Climate risk can be managed using a variety of levers, including mitigation, adaptation, and solar radiation management. On global-to-regional scales, mitigation and solar radiation management may be options: governments can set policies aimed at reducing greenhouse gas emissions or fund research into solar radiation management, and energy markets can incentivize less-carbon intensive forms of energy generation. On more local scales, adaptation is the approach most commonly available. Homeowners facing flood risks have to decide if they’re going to elevate their homes (or if they’re going to move away). Municipalities have a variety of approaches to help reduce flood events and damages, including building hard infrastructure such as levees and changing zoning and building ordinances. Power utilities need to be cognizant of wildfire risk when operating the electric power grid.
All of these decisions must be made in the near term under deeply uncertain future climate, technological, and socioeconomic conditions. The infrastructure that we invest in today must perform adequately throughout a long lifespan. These decisions are also complicated by feedbacks between the human, natural, and built systems. Shocks that affect one part of society are likely to have cascading effects throughout other sectors. And the decisions that we make today have the potential to increase equity and fairness — or do the opposite, further entrenching systemic inequities.
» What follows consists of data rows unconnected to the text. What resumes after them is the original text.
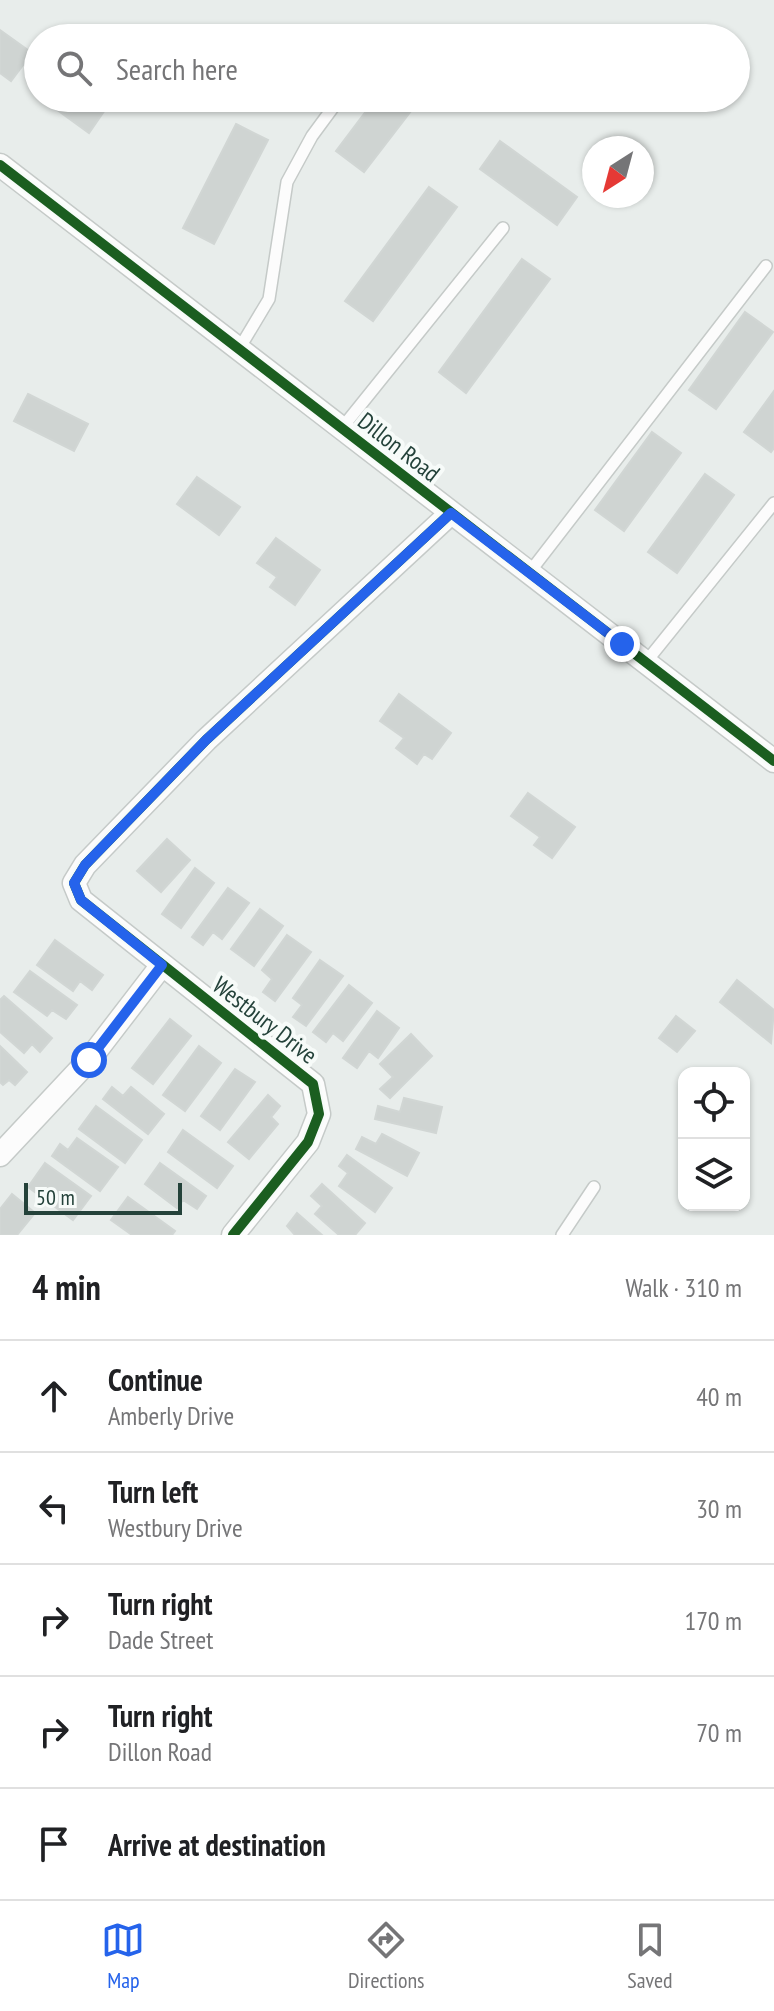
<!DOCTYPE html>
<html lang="en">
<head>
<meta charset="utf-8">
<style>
  :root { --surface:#fff; --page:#f6f6f6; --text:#202124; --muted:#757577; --line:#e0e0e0; --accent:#2563eb }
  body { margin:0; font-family:"PT Sans Narrow",sans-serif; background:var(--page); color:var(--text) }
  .controls { position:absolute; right:24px; bottom:24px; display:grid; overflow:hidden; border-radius:16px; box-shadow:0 2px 6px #0004 }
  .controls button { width:72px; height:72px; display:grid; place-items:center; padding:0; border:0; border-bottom:2px solid var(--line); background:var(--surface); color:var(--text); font:40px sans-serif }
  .compass { position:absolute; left:582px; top:136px; width:72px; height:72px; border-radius:50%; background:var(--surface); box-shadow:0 2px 6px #0004; rotate:216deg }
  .scale { position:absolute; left:24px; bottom:20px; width:158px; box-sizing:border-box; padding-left:8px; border:4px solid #24423a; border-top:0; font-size:22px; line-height:28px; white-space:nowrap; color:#24423a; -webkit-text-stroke:6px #f7fbf9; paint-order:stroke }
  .stop { position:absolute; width:24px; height:24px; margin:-18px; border:6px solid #2563eb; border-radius:50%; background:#fff }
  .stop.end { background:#2563eb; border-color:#fff; box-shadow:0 2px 8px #0008 }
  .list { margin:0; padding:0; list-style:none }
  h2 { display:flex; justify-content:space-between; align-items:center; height:104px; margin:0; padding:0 32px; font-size:34px }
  h2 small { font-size:26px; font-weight:400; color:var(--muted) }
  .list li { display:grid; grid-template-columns:52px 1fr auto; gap:24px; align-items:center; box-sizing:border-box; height:112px; padding:0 32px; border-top:2px solid var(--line) }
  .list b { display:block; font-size:30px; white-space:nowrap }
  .list p { margin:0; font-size:26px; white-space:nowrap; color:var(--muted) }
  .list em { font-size:26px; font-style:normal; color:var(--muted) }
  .icon { flex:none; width:44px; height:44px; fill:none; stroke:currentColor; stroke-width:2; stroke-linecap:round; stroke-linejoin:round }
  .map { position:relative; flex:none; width:774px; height:1235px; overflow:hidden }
  .search { position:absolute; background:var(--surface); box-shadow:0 2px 6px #0004; left:24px; right:24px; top:24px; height:88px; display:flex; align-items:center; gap:20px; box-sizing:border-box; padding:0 28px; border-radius:44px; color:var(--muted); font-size:30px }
  .sheet { height:664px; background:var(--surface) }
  nav { display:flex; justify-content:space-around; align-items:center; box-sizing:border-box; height:112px; border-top:2px solid var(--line); background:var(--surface); font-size:22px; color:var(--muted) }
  nav a { display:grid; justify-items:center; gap:4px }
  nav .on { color:var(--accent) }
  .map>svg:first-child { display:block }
  .building { fill:#cfd4d2; stroke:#d1d6d4; stroke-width:2 }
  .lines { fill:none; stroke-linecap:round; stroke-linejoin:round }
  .lane-casing { stroke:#c5cac8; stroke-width:14 }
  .street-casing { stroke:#c5cac8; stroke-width:25 }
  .lane { stroke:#fcfcfc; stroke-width:11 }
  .street { stroke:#fcfcfc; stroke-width:22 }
  .cycleway-casing { stroke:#f7fbf9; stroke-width:15 }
  .cycleway { stroke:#1b5e20; stroke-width:10 }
  .route { stroke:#2563eb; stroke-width:10 }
  .labels { text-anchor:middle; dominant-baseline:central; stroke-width:8; stroke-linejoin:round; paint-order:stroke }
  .street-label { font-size:24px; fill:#24423a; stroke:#f7fbf9 }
</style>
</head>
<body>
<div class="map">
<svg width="774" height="1235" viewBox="0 0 774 1235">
  <rect width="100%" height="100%" fill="#e8edeb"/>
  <path class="building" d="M0,30L32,53L11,81L0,73Z
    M95,98L107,107L89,133L42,99Z
    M376,98H421L364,172L336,151Z
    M236,124L268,140L214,244L183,228Z
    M500,141L577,197L557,225L480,169Z
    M429,187L457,207L373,321L345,301Z
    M522,259L550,279L466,393L439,372Z
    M745,312L773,332L716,409L689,390Z
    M774,391V448L771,452L744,432Z
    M28,394L88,424L74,451L14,421Z
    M652,432L681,453L624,531L595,510Z
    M705,474L734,495L677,573L648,552Z
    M197,477L240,507L219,535L177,504Z
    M276,538L320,570L295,605L270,587L277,577L257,563Z
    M399,694L451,733L432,759L424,754L417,764L396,748L404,738L380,721Z
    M528,793L575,827L552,858L534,845L540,837L511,816Z
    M167,839L190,860L161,892L137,871Z
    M195,868L214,883L181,928L162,914Z
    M228,888L249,903L222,939L213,932L203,945L192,937Z
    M260,909L283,926L254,966L231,949Z
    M287,935L311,952L275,1001L263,992L272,979L262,970Z
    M55,940L103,975L92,990L80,981L73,991L37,965Z
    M320,960L343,976L306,1026L293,1017L302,1005L293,998Z
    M30,971L77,1005L66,1019L52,1010L47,1016L14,992Z
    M737,980L774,1010L771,1043L720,1002Z
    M349,985L372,1003L343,1041L333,1033L326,1042L313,1032Z
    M4,996L52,1038L40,1052L32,1044L24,1053L0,1032V1000Z
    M377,1011L399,1028L378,1058L369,1051L357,1068L343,1058Z
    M676,1016L695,1031L677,1052L659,1038Z
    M170,1019L191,1036L153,1084L132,1068Z
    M411,1034L432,1056L390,1098L380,1089L393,1077L380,1064Z
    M0,1046L27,1072L15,1085L9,1080L3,1085L0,1082Z
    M199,1046L221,1063L185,1111L163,1095Z
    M235,1069L255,1082L220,1130L201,1116Z
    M112,1087L123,1096L131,1087L164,1114L148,1134L103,1099Z
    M268,1095L280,1106L271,1117L278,1124L249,1159L228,1142Z
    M404,1098L442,1107L436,1133L375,1119L378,1106L400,1112Z
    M96,1106L142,1140L125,1163L79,1129Z
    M183,1130L233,1166L217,1188L168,1152Z
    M382,1134L419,1153L407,1176L356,1149L362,1137L376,1144Z
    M77,1138L118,1167L100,1191L52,1156L60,1144L68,1150Z
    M347,1155L392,1188L375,1212L339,1186L348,1173L339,1166Z
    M45,1163L91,1196L73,1220L28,1187Z
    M160,1163L206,1196L197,1209L183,1200L177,1208L145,1184Z
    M322,1184L365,1223L355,1235H339L315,1214L322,1206L311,1196Z
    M12,1194L35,1213L17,1235H0V1209Z
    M128,1197L175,1231L172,1235H132L111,1220Z
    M297,1213L322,1235H295L287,1226Z"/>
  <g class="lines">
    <defs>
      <path id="lane" d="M239,349L269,299L287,182L312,136L340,98
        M342,428L503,228
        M529,573L766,266
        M646,662L774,503
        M562,1235L594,1187"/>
      <path id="street" d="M0,165L774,761
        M0,1155L89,1060L162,965
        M233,1235L308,1142L319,1114L313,1084L81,900L74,883L85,865L206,740L451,513"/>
    </defs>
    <use href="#lane" class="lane-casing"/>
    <use href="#street" class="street-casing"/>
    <use href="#lane" class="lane"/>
    <use href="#street" class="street"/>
    <defs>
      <path id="cycleway" d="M0,165L774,761
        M233,1235L308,1142L319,1114L313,1084L81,900L74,883L85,865L206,740L451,513"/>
    </defs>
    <use href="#cycleway" class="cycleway-casing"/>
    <use href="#cycleway" class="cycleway"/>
  </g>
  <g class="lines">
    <path class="route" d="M89,1060L162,965L81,900L74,883L85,865L206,740L451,513L622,644"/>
  </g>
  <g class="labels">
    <g class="street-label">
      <text transform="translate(399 447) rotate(38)">Dillon Road</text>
      <text transform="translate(265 1020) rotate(38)">Westbury Drive</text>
    </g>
  </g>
</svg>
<div class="controls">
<button><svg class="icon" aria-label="locate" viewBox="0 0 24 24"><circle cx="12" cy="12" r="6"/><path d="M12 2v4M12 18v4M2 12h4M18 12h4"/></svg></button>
<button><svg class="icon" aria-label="layers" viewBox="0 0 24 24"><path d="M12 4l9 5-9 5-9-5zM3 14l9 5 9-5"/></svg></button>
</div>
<svg class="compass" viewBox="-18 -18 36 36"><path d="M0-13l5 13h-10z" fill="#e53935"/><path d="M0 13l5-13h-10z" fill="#757577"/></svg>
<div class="scale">50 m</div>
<div class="stop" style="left:89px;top:1060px"></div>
<div class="stop end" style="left:622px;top:644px"></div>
<div class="search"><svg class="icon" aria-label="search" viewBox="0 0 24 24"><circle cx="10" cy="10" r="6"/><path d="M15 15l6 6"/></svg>Search here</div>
</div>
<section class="sheet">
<h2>4 min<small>Walk · 310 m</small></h2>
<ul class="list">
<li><svg class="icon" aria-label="ahead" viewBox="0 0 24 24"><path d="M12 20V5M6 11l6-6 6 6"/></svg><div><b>Continue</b><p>Amberly Drive</p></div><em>40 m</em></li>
<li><svg class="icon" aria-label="left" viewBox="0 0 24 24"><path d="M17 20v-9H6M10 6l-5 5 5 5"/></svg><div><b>Turn left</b><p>Westbury Drive</p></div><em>30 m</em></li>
<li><svg class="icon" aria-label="right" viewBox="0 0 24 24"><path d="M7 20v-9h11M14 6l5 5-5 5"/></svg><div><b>Turn right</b><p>Dade Street</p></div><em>170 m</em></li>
<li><svg class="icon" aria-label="right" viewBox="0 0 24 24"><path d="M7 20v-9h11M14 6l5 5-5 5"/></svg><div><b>Turn right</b><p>Dillon Road</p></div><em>70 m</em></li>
<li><svg class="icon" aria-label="arrive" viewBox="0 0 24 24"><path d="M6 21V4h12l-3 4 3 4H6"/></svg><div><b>Arrive at destination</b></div></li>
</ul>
</section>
<nav>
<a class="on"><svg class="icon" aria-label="map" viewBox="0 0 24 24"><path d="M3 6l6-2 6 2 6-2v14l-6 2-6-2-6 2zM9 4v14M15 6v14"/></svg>Map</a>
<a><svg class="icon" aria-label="directions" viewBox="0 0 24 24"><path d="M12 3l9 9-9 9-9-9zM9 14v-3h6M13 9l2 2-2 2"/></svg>Directions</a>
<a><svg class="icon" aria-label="saved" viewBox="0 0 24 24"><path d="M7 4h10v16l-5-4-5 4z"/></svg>Saved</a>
</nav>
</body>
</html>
Our group works to develop and analyze strategies for managing climate risk, as well as providing decision support for stakeholders faced with these risks. We work on a broad set of problems and collaborate widely with fellow researchers across disciplines. Our research combines systems engineering, climate science, statistics, economics, social science, ethics, and decision science. You can see some of our active research areas, our publications, and our funders. We are committed to open science and ensuring that our work is transparent and accessible.